Your task
Below are the records; copy out every line that holds the word "Carmel".

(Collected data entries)

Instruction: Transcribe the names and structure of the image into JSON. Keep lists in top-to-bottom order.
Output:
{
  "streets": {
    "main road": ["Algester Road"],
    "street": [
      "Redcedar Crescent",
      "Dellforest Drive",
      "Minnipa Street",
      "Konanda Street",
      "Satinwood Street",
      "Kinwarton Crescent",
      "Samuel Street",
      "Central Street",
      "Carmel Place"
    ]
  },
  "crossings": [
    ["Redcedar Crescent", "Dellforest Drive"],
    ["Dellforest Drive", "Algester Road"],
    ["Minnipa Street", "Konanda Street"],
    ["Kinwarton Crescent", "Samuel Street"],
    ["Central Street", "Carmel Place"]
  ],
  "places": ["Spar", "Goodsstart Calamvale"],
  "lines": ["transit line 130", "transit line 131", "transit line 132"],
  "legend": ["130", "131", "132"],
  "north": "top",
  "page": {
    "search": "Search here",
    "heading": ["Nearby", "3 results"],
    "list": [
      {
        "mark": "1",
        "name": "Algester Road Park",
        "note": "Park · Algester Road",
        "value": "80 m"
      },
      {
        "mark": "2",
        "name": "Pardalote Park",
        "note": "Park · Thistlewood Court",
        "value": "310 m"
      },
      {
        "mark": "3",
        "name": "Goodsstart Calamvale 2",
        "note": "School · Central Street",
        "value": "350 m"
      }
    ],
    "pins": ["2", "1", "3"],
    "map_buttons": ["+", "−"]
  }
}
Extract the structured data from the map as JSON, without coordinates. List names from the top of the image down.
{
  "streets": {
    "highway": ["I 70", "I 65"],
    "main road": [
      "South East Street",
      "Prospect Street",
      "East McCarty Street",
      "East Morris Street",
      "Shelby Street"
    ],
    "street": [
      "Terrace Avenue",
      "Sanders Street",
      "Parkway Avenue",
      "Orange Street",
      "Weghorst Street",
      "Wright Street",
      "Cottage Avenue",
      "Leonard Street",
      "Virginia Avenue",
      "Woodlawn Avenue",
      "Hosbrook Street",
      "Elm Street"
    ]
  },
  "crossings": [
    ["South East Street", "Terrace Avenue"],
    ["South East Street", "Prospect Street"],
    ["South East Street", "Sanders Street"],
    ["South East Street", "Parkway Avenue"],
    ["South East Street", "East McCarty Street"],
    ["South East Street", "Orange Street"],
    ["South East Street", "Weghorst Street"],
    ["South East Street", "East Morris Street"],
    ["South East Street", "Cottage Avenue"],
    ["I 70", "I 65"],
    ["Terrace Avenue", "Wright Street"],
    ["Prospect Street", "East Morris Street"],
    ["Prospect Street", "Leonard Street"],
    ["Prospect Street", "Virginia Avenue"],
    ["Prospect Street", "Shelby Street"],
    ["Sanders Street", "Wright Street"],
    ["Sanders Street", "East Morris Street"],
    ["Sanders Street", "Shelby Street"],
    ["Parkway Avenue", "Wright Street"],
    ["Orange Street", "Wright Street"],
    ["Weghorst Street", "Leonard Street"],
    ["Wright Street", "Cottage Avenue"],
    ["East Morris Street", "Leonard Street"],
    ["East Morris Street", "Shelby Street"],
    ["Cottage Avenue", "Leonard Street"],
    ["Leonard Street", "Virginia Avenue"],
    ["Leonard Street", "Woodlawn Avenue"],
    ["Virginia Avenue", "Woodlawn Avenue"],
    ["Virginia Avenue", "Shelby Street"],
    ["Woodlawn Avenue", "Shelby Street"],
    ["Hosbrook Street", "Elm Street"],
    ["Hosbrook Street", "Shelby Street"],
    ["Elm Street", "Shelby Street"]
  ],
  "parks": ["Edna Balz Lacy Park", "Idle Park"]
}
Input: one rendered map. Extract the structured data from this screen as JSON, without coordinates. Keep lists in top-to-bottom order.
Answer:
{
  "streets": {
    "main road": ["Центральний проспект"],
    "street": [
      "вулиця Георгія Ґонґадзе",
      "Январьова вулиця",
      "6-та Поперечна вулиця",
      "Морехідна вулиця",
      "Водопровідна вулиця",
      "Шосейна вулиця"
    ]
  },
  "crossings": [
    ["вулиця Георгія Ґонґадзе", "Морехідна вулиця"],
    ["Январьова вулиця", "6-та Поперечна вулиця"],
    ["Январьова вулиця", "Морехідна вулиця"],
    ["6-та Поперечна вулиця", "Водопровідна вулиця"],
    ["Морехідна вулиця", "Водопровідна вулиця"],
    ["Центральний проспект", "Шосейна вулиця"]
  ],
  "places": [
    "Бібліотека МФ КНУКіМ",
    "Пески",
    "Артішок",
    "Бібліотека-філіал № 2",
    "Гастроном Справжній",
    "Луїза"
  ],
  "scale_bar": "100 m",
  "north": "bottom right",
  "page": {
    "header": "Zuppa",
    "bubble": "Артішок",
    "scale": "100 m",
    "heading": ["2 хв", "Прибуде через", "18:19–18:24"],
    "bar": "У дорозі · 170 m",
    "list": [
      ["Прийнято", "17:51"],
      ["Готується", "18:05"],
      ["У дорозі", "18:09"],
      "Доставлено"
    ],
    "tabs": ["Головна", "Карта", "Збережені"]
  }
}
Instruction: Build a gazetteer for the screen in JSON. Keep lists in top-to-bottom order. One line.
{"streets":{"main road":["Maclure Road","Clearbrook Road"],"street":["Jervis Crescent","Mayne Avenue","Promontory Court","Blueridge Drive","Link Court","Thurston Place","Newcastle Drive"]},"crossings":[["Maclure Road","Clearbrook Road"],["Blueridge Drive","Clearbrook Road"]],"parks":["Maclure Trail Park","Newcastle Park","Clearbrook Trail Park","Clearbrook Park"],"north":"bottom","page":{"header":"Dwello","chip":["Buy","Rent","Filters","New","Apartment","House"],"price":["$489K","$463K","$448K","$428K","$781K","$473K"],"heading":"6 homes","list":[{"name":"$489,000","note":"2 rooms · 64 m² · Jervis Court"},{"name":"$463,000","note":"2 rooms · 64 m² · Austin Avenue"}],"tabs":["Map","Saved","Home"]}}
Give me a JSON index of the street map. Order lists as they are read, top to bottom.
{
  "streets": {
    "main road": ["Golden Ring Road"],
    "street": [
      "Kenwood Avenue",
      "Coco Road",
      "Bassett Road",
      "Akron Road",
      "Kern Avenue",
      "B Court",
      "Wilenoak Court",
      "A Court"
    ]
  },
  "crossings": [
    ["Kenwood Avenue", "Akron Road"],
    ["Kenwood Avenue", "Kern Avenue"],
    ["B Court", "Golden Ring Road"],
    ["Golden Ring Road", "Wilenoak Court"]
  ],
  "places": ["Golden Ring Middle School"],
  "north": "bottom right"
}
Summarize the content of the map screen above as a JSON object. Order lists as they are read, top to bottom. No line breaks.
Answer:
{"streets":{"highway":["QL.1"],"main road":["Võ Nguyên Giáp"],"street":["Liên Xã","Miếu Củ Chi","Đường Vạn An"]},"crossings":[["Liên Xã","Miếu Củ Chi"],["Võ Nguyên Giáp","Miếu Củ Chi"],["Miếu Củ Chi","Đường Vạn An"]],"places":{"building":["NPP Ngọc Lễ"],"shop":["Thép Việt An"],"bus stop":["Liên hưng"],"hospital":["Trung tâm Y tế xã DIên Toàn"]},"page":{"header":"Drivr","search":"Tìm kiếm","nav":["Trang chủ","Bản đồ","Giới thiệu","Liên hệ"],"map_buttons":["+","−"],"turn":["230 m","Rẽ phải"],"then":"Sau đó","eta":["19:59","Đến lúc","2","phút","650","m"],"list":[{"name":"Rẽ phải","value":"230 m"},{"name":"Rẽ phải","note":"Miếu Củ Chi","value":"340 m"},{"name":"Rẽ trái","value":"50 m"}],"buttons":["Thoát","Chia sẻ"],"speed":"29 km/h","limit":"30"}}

Your response
      "Carmel Place"
    ["Central Street", "Carmel Place"]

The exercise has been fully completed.